Re: [RFC PATCH 0/2] Remove shrinker's nr_deferred

From: Dave Chinner
Date: Wed Sep 16 2020 - 22:37:52 EST


On Wed, Sep 16, 2020 at 11:58:21AM -0700, Yang Shi wrote:
>
> Recently huge amount one-off slab drop was seen on some vfs metadata heavy workloads,
> it turned out there were huge amount accumulated nr_deferred objects seen by the
> shrinker.
>
> I managed to reproduce this problem with kernel build workload plus negative dentry
> generator.
>
> First step, run the below kernel build test script:
>
> NR_CPUS=`cat /proc/cpuinfo | grep -e processor | wc -l`
>
> cd /root/Buildarea/linux-stable
>
> for i in `seq 1500`; do
> cgcreate -g memory:kern_build
> echo 4G > /sys/fs/cgroup/memory/kern_build/memory.limit_in_bytes
>
> echo 3 > /proc/sys/vm/drop_caches
> cgexec -g memory:kern_build make clean > /dev/null 2>&1
> cgexec -g memory:kern_build make -j$NR_CPUS > /dev/null 2>&1
>
> cgdelete -g memory:kern_build
> done
>
> That would generate huge amount deferred objects due to __GFP_NOFS allocations.
>
> Then run the below negative dentry generator script:
>
> NR_CPUS=`cat /proc/cpuinfo | grep -e processor | wc -l`
>
> mkdir /sys/fs/cgroup/memory/test
> echo $$ > /sys/fs/cgroup/memory/test/tasks
>
> for i in `seq $NR_CPUS`; do
> while true; do
> FILE=`head /dev/urandom | tr -dc A-Za-z0-9 | head -c 64`
> cat $FILE 2>/dev/null
> done &
> done
>
> Then kswapd will shrink half of dentry cache in just one loop as the below tracing result
> showed:
>
> kswapd0-475 [028] .... 305968.252561: mm_shrink_slab_start: super_cache_scan+0x0/0x190 0000000024acf00c: nid: 0
> objects to shrink 4994376020 gfp_flags GFP_KERNEL cache items 93689873 delta 45746 total_scan 46844936 priority 12
> kswapd0-475 [021] .... 306013.099399: mm_shrink_slab_end: super_cache_scan+0x0/0x190 0000000024acf00c: nid: 0 unused
> scan count 4994376020 new scan count 4947576838 total_scan 8 last shrinker return val 46844928


You have 93M dentries and inodes in the cache, and the reclaim delta is 45746,
which is totally sane for a priority 12 reclaim priority. SO you've
basically had to do a couple of million GFP_NOFS direct reclaim
passes that were unable to reclaim anything to get to a point
where the deferred reclaim would up to 4.9 -billion- objects.

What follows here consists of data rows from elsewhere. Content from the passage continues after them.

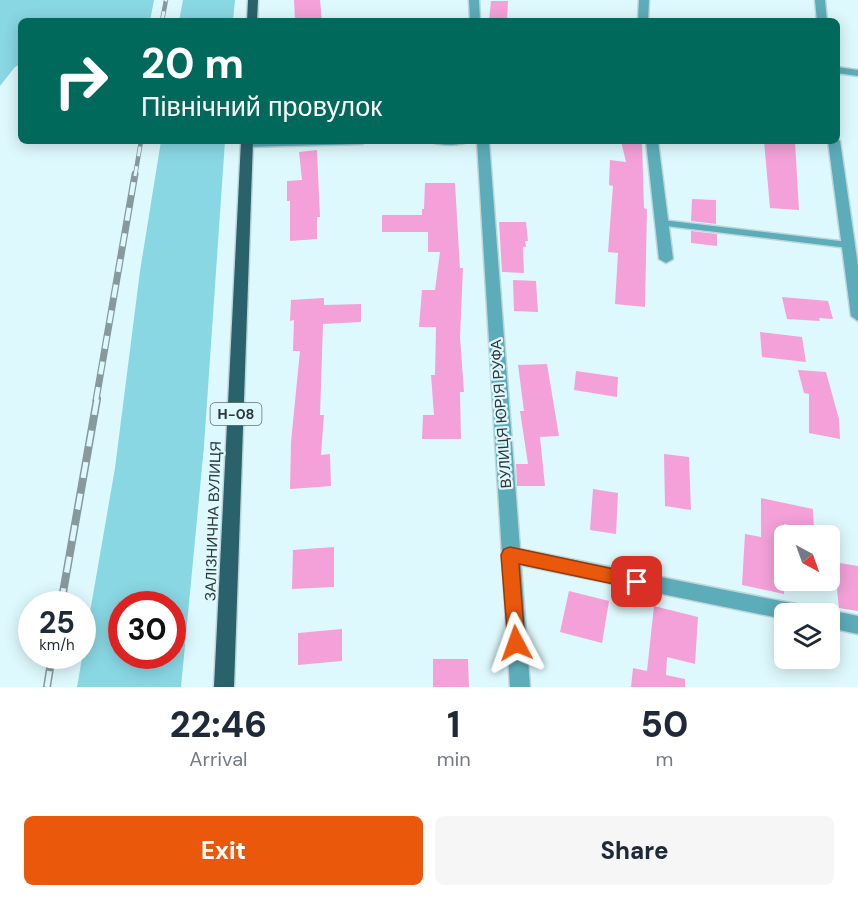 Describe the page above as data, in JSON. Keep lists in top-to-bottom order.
{
  "streets": {
    "main road": ["Н-08", "ЗАЛІЗНИЧНА ВУЛИЦЯ"],
    "street": ["ВУЛИЦЯ ЮРІЯ РУФА"]
  },
  "north": "bottom right",
  "page": {
    "turn": ["20 m", "Північний провулок"],
    "speed": "25 km/h",
    "limit": "30",
    "eta": [
      "22:46",
      "Arrival",
      "1",
      "min",
      "50",
      "m"
    ],
    "buttons": ["Exit", "Share"]
  }
} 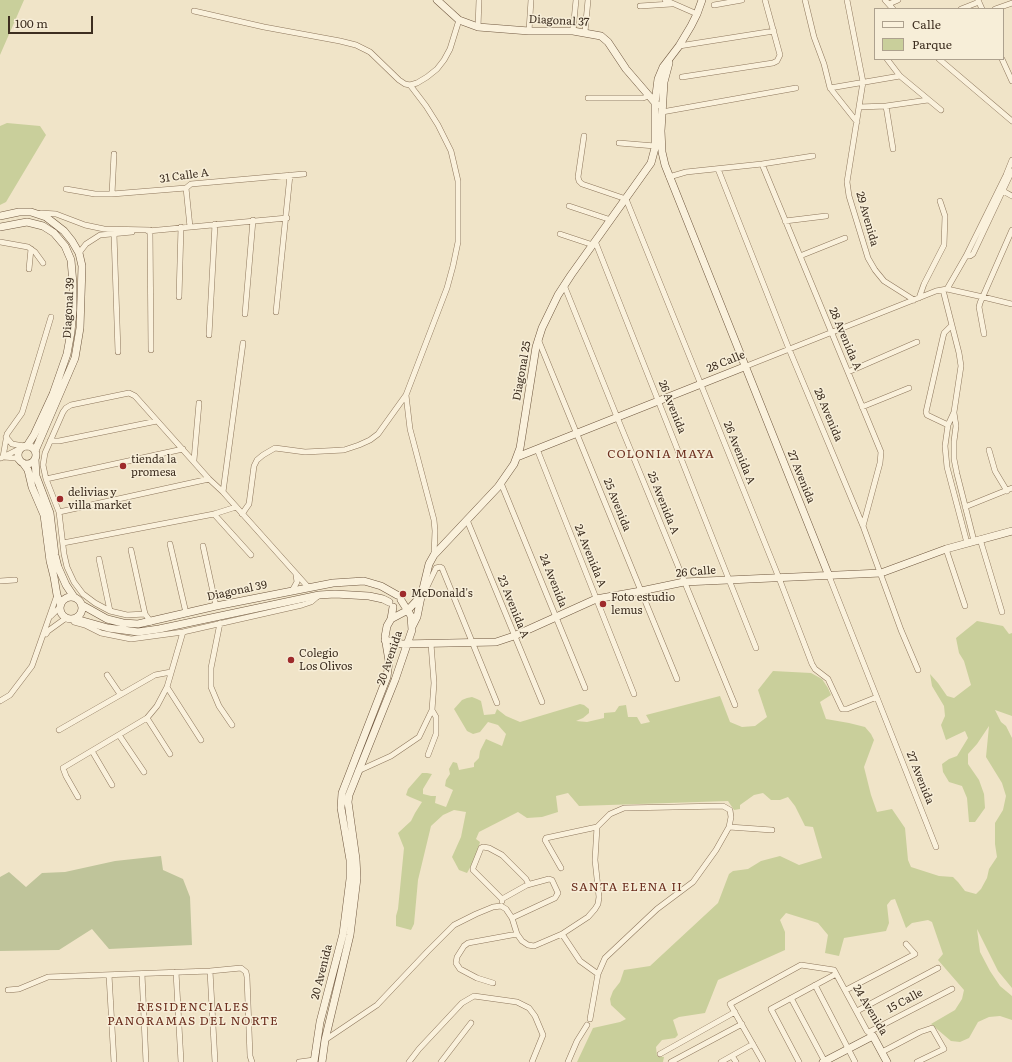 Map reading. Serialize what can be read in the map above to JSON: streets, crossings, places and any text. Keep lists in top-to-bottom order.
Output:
{
  "streets": {
    "main road": [
      "Diagonal 37",
      "Diagonal 39",
      "28 Calle",
      "Diagonal 25",
      "27 Avenida",
      "26 Calle",
      "24 Avenida",
      "20 Avenida",
      "15 Calle"
    ],
    "street": [
      "31 Calle A",
      "29 Avenida",
      "28 Avenida A",
      "26 Avenida",
      "28 Avenida",
      "26 Avenida A",
      "25 Avenida A",
      "25 Avenida",
      "24 Avenida A",
      "23 Avenida A"
    ]
  },
  "crossings": [
    ["Diagonal 37", "Diagonal 25"],
    ["Diagonal 37", "27 Avenida"],
    ["29 Avenida", "28 Calle"],
    ["Diagonal 39", "20 Avenida"],
    ["28 Avenida A", "28 Calle"],
    ["28 Avenida A", "28 Avenida"],
    ["28 Calle", "Diagonal 25"],
    ["28 Calle", "26 Avenida"],
    ["28 Calle", "28 Avenida"],
    ["28 Calle", "26 Avenida A"],
    ["28 Calle", "27 Avenida"],
    ["28 Calle", "25 Avenida A"],
    ["28 Calle", "25 Avenida"],
    ["28 Calle", "24 Avenida A"],
    ["Diagonal 25", "26 Avenida"],
    ["Diagonal 25", "26 Avenida A"],
    ["Diagonal 25", "27 Avenida"],
    ["Diagonal 25", "25 Avenida A"],
    ["Diagonal 25", "25 Avenida"],
    ["Diagonal 25", "24 Avenida"],
    ["Diagonal 25", "23 Avenida A"],
    ["Diagonal 25", "20 Avenida"],
    ["26 Avenida", "26 Calle"],
    ["28 Avenida", "26 Calle"],
    ["26 Avenida A", "27 Avenida"],
    ["26 Avenida A", "26 Calle"],
    ["27 Avenida", "26 Calle"],
    ["25 Avenida A", "26 Calle"],
    ["25 Avenida", "26 Calle"],
    ["24 Avenida A", "26 Calle"],
    ["26 Calle", "24 Avenida"],
    ["26 Calle", "23 Avenida A"],
    ["26 Calle", "20 Avenida"],
    ["24 Avenida", "15 Calle"]
  ],
  "districts": ["COLONIA MAYA", "SANTA ELENA II", "RESIDENCIALES PANORAMAS DEL NORTE"],
  "places": [
    "tienda la promesa",
    "delivias y villa market",
    "McDonald's",
    "Foto estudio lemus",
    "Colegio Los Olivos"
  ],
  "legend": ["Calle", "Parque"],
  "scale_bar": "100 m"
} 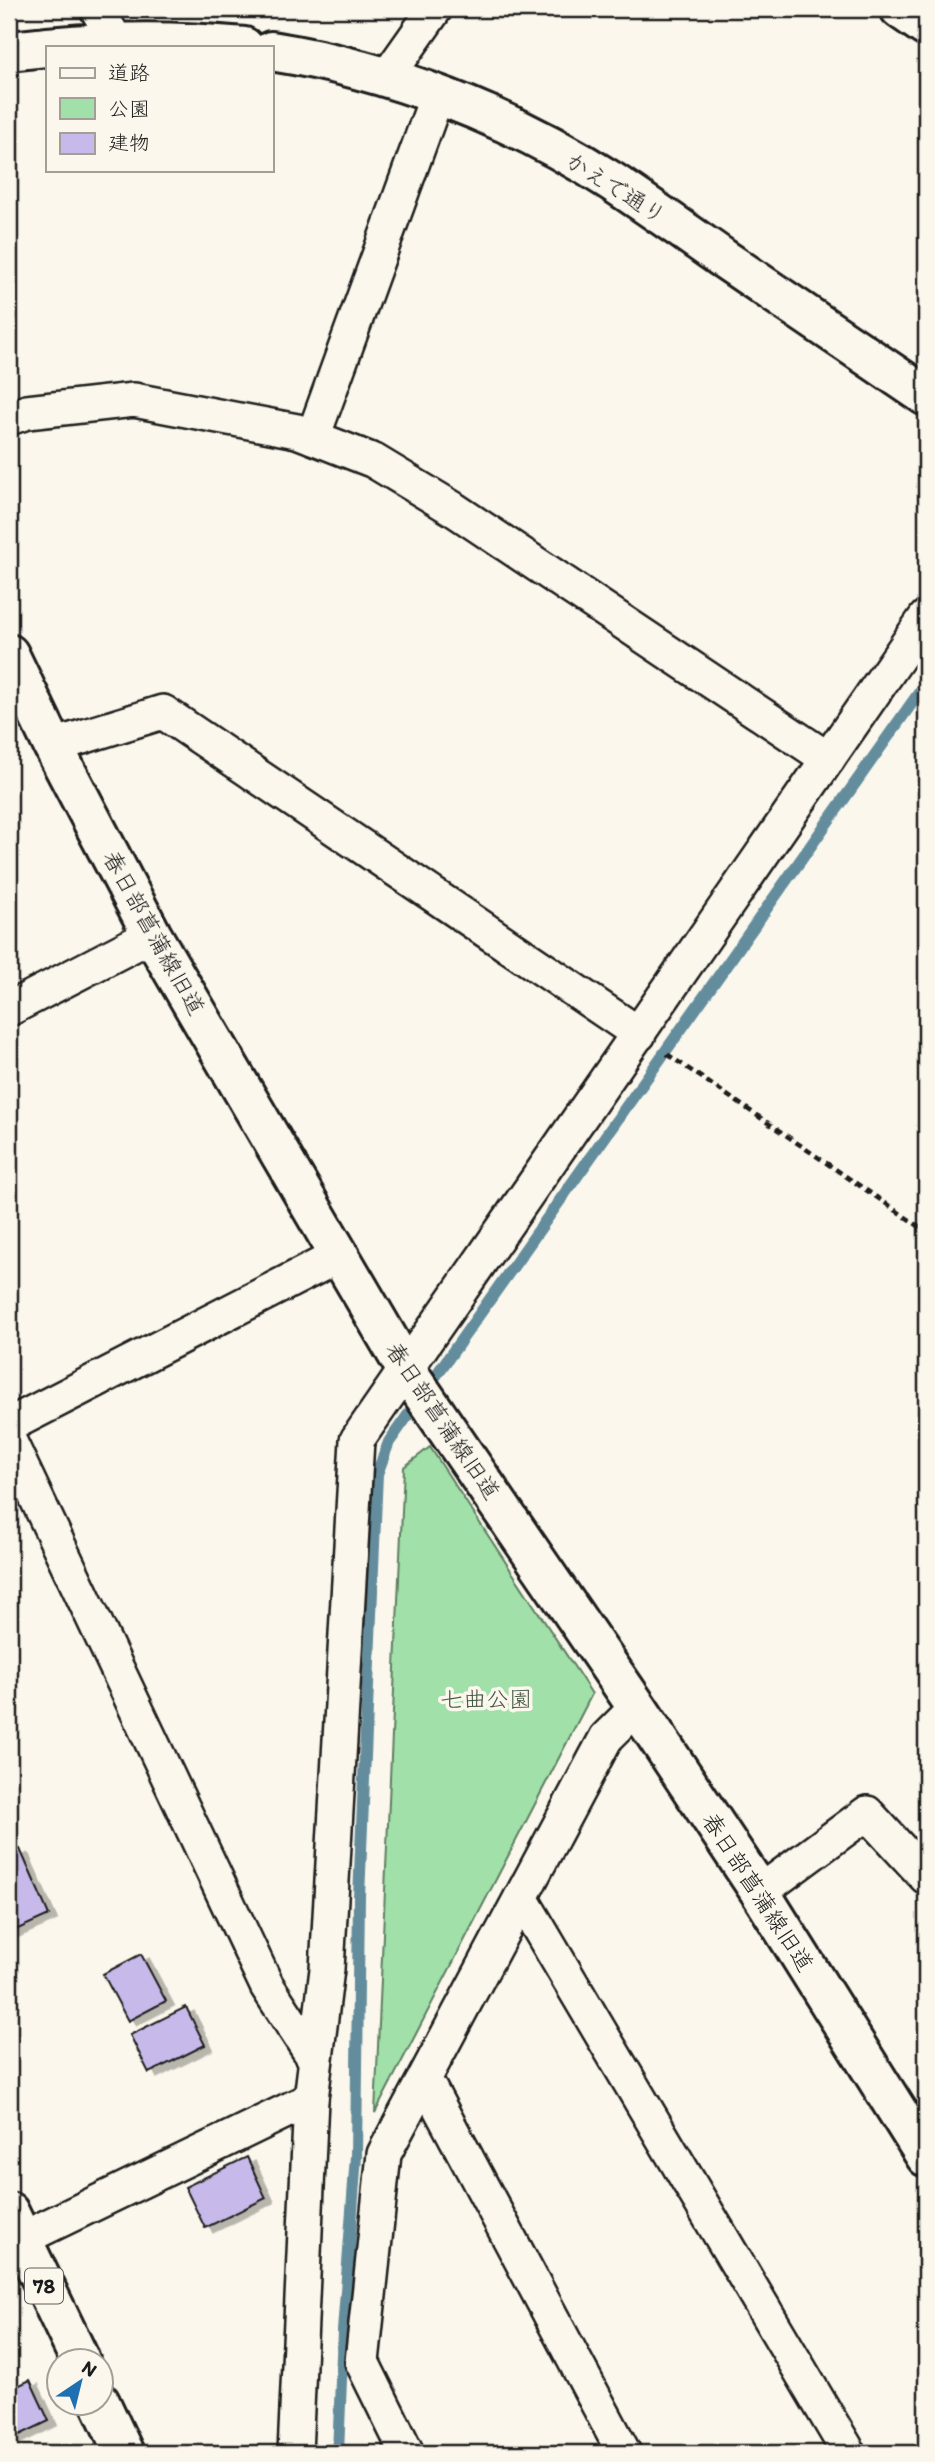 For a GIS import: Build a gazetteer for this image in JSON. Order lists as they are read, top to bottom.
{
  "streets": {
    "street": ["かえで通り", "春日部菖蒲線旧道", "78"]
  },
  "parks": ["七曲公園"],
  "legend": ["道路", "公園", "建物"],
  "north": "top right"
} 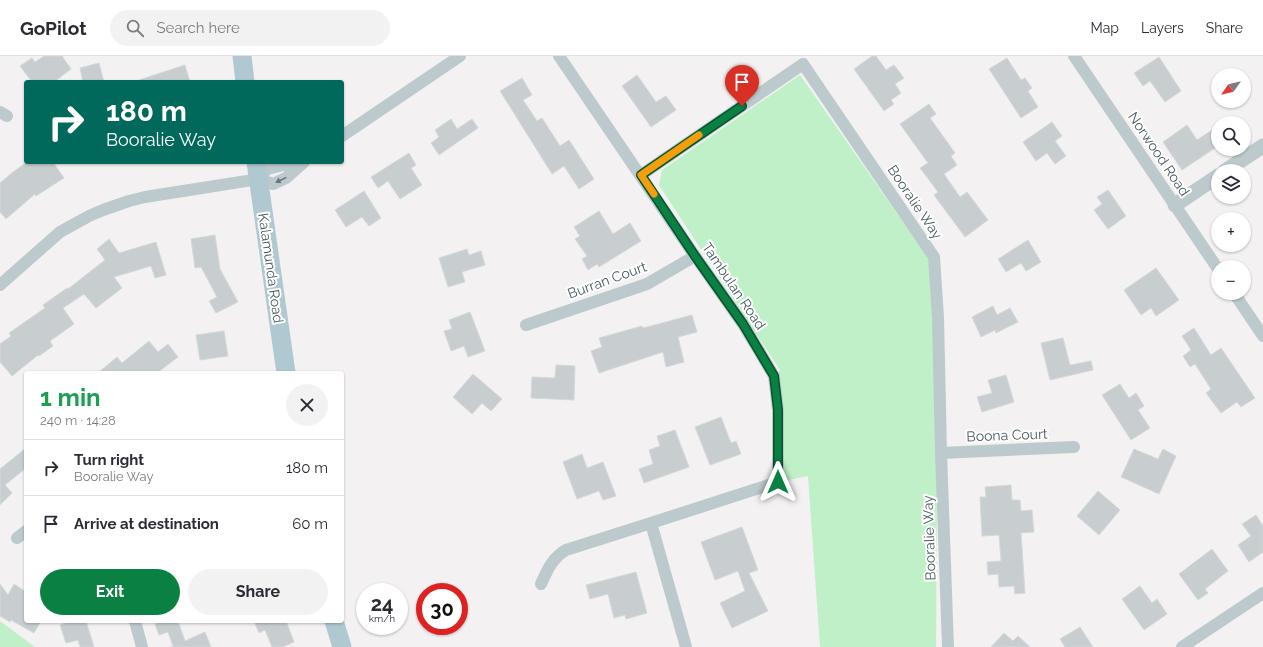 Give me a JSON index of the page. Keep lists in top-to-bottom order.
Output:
{
  "streets": {
    "main road": ["Kalamunda Road"],
    "street": [
      "Norwood Road",
      "Booralie Way",
      "Burran Court",
      "Tambulan Road",
      "Boona Court"
    ]
  },
  "crossings": [
    ["Booralie Way", "Tambulan Road"],
    ["Booralie Way", "Boona Court"],
    ["Burran Court", "Tambulan Road"]
  ],
  "north": "bottom left",
  "page": {
    "header": "GoPilot",
    "search": "Search here",
    "nav": ["Map", "Layers", "Share"],
    "map_buttons": ["+", "−"],
    "turn": ["180 m", "Booralie Way"],
    "heading": ["1 min", "240 m · 14:28"],
    "list": [
      {
        "name": "Turn right",
        "note": "Booralie Way",
        "value": "180 m"
      },
      {
        "name": "Arrive at destination",
        "value": "60 m"
      }
    ],
    "buttons": ["Exit", "Share"],
    "speed": "24 km/h",
    "limit": "30"
  }
} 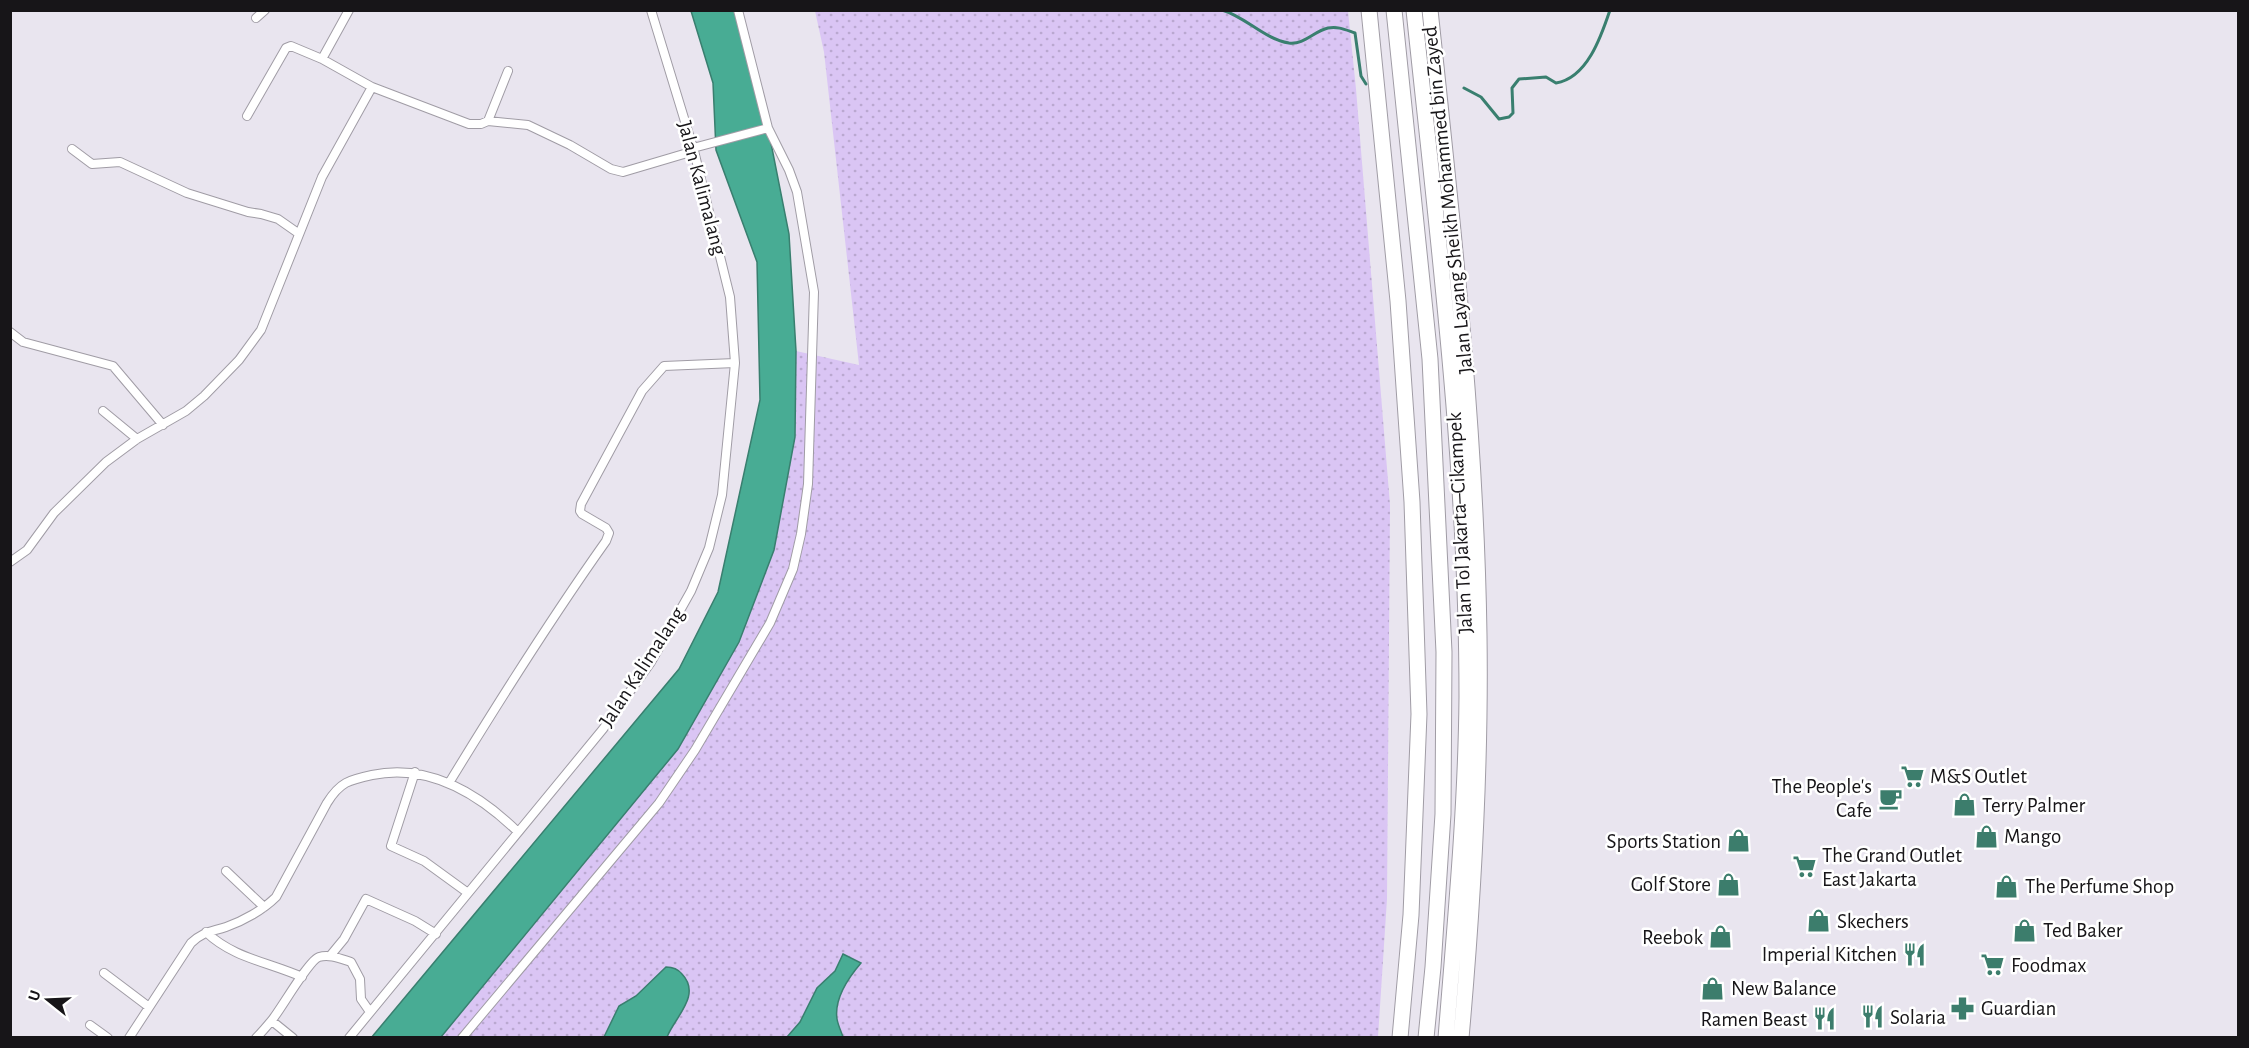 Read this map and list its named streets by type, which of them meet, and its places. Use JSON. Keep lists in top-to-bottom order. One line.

Basically, you would up the deferred work so far that it got out of
control before a GFP_KERNEL reclaim context could do anything to
bring it under control.

However, removing defered work is not the solution. If we don't
defer some of this reclaim work, then filesystem intensive workloads
-cannot reclaim memory from their own caches- when they need memory.
And when those caches largely dominate the used memory in the
machine, this will grind the filesystem workload to a halt.. Hence
this deferral mechanism is actually critical to keeping the
filesystem caches balanced with the rest of the system.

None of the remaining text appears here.